§ Problem to solve:
Search for the word "Rooijakkersstraat" in the entries. Each line that holds it should be copied.

§ Data in this exercise:
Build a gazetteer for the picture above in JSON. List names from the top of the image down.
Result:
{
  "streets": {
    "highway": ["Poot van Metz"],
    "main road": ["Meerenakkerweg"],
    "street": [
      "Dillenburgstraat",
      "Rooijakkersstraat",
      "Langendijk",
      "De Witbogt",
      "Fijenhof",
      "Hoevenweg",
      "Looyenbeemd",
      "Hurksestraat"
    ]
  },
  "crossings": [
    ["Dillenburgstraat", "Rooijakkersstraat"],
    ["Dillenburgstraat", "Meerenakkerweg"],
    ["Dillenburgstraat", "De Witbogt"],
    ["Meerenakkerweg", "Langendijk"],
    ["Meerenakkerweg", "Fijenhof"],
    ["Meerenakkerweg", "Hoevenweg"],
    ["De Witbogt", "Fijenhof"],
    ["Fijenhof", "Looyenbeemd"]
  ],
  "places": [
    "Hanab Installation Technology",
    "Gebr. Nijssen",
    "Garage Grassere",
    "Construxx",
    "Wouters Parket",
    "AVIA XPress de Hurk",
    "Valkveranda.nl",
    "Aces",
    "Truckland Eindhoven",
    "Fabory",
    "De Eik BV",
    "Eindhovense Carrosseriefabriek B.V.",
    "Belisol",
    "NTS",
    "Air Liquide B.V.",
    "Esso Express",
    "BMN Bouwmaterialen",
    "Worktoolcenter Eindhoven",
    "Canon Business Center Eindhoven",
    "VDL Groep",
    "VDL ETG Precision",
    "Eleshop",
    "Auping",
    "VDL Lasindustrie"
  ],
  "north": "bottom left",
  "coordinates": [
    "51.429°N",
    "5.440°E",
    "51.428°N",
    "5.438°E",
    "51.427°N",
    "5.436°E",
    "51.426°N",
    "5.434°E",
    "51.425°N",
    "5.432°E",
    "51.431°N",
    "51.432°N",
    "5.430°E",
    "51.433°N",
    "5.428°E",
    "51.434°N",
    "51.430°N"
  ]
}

§ Problem solution:
      "Rooijakkersstraat",
    ["Dillenburgstraat", "Rooijakkersstraat"],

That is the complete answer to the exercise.